THE SEARCH FOR BIOMARKERS

Once tools for conducting comprehensive proteome analysis became available, much of the interest turned towards analyzing biofluids and tissues for the purpose of finding novel biomarkers of diseases, such as cancer [8]. The general premise was quite straightforward; identify as many proteins as possible in a specific type of biofluid acquired from disease-affected patients and compare them to those identified from samples acquired from matched, healthy individuals. While samples such as urine, cerebrospinal fluid and interstitial fluid have been used, the primary sample type utilized in these discovery studies was serum and plasma. Because of the unique protein content of these samples strategies for removing highly abundant proteins needed to be developed [9]. Once these methods were in place, the ability to routinely identify hundreds of proteins in these biofluids became commonplace.

One of the biggest challenges in finding biomarkers using a comprehensive mapping strategy was throughput. While the term ‘high-throughput’ is commonly used to describe proteomic biomarker discovery, it does not truly apply to cases in which liquid chromatography coupled with MS analysis is used. To obtain the identification of greater than 1000 proteins in a serum or plasma sample takes on the order of days per sample [8]. This throughput has limited the number of samples analyzed per study to rarely more than 10. A simple power calculation shows that this number of samples is woefully inadequate for any potential biomarker reaching statistical significance. This lack of statistical power is one of the reasons why the progress in validation has been so poor; there is a general lack of confidence in most of the potential biomarkers reported in the literature and down-right unbelief in others. Unless there is a major breakthrough in technology, biomarker discovery studies using comprehensive proteomic identification will remain low-throughput compared to experiments such as mRNA microarray analysis or genome sequencing. There is a realization in the biomarker discovery community that unless there is a major technological breakthrough, the problem of sample throughput will remain. This issue, however, has not prevented research into developing MS methods for validating potential biomarkers discovered in global proteomic comparisons.

VALIDATION OF BIOMARKERS

Once potential candidates are recognized, the key step becomes validation. The literature is bursting with manuscripts reporting the discovery of ‘potential’ biomarkers for various diseases. A critical analysis shows that the likelihood of more than a handful of these being useful in a diagnostic setting is slim.
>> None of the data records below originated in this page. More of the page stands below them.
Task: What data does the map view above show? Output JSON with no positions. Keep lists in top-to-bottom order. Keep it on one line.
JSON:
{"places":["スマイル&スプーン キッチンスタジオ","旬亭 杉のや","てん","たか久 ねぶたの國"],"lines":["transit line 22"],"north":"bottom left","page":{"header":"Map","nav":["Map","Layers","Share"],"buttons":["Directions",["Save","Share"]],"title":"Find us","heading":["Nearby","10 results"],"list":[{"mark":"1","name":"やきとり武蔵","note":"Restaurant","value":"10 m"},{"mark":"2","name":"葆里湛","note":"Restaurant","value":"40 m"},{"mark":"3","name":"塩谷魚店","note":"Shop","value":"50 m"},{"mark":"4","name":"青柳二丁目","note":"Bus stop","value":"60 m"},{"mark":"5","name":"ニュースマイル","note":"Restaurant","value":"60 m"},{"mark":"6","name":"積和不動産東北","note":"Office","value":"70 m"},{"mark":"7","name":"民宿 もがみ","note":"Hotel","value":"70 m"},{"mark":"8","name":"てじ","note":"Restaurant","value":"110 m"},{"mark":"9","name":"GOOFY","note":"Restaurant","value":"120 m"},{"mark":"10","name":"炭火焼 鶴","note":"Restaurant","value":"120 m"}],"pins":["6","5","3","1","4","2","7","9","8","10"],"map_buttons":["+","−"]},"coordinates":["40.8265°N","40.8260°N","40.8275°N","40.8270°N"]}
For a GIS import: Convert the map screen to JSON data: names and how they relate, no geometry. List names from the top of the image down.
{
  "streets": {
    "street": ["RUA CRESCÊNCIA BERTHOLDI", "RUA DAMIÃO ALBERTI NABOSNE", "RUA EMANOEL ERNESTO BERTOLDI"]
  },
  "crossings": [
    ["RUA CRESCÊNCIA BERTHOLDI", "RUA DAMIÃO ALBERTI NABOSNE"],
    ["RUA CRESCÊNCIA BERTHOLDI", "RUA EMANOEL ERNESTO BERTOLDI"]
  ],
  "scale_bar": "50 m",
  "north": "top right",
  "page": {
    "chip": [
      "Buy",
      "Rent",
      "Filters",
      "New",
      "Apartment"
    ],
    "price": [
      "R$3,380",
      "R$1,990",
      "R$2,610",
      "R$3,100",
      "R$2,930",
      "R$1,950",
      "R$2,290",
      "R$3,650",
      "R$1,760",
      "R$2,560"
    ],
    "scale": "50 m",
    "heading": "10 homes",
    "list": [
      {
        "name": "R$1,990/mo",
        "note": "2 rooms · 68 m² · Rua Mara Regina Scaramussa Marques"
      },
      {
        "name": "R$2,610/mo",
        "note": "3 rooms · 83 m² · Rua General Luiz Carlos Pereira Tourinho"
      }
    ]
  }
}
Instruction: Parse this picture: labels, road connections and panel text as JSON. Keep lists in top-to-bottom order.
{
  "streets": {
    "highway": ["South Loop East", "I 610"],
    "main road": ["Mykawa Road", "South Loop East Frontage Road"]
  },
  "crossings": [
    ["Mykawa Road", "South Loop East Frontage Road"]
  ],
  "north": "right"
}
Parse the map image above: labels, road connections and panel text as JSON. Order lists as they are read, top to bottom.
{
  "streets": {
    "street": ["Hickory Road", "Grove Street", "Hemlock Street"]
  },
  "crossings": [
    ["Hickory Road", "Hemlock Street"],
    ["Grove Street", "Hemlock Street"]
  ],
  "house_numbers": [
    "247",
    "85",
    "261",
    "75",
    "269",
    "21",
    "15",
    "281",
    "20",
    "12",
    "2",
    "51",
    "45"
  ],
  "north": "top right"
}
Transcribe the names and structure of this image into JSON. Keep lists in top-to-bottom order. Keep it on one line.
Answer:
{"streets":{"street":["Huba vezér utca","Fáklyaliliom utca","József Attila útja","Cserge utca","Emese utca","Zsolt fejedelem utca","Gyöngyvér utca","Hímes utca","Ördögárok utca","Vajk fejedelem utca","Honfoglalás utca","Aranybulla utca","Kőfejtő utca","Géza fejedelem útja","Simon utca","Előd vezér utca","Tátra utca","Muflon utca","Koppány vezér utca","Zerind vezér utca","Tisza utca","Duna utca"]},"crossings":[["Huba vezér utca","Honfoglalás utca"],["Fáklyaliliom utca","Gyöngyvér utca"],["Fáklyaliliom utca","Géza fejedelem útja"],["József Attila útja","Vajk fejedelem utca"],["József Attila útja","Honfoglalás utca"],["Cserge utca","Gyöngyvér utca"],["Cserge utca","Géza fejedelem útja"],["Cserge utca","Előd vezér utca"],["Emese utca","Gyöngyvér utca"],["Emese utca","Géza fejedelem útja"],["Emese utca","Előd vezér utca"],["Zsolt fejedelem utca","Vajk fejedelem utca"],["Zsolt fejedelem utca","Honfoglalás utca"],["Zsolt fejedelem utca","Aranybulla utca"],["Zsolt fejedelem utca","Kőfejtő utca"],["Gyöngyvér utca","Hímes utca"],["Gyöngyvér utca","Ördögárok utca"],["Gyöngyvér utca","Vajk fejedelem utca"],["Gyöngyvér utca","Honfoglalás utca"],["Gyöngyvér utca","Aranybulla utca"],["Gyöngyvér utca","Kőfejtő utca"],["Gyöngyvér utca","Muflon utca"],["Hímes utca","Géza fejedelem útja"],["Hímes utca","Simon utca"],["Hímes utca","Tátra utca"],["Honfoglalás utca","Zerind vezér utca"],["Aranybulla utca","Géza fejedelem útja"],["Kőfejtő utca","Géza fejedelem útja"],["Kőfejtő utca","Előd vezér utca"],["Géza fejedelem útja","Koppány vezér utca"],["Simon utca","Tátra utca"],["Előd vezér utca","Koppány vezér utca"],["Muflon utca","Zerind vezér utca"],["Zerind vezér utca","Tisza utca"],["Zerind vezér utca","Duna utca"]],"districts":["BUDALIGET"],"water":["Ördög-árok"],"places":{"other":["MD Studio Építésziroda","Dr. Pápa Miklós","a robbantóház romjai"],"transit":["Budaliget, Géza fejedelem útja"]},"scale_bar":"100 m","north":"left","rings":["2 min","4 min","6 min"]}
Unlike discovery, however, validation requires a much greater stringency and very few MS laboratories have the resources to conduct biomarker validation in a high-throughput manner. For example, an excellent report by Dr Steve Carr compared the number of samples and analytes that are analyzed between discovery and validation studies [10]. At the discovery level, proteomic technologies permit only a few (10–20) samples to be analyzed, however, thousands of analytes are measured in each experiment. At the validation stage, hundreds (if not thousands) of samples must be analyzed, however, only a small number (e.g. 1–10) analytes are measured. If validation is conducted using MS, a typical analysis time is on the order of 1 h per sample. Since samples cannot be run concurrently on a single instrument, validation of 1000 samples will require over 40 days of continuous operation. There is also another very important distinction between analysis of proteins at the discovery and validation stages. This distinction involves the stringency in quantitation of the analytes. In the discovery phase, measurements quantitating differences in analytes between samples are not particularly accurate or precise. The confidence level in very subtle changes in abundance (e.g. <1.5-fold difference) between analytes in two different samples is generally low for MS-based measurements obtained from complex peptide mixtures for discovery of biomarkers. This low confidence level is tolerated for the sake of throughput and knowledge that any potential marker will necessarily go through a rigorous validation before it is ever used in a clinical setting. In validation, where the goal is to focus on a handful of potential markers, the confidence level in the ability to quantify these targets needs to be very high.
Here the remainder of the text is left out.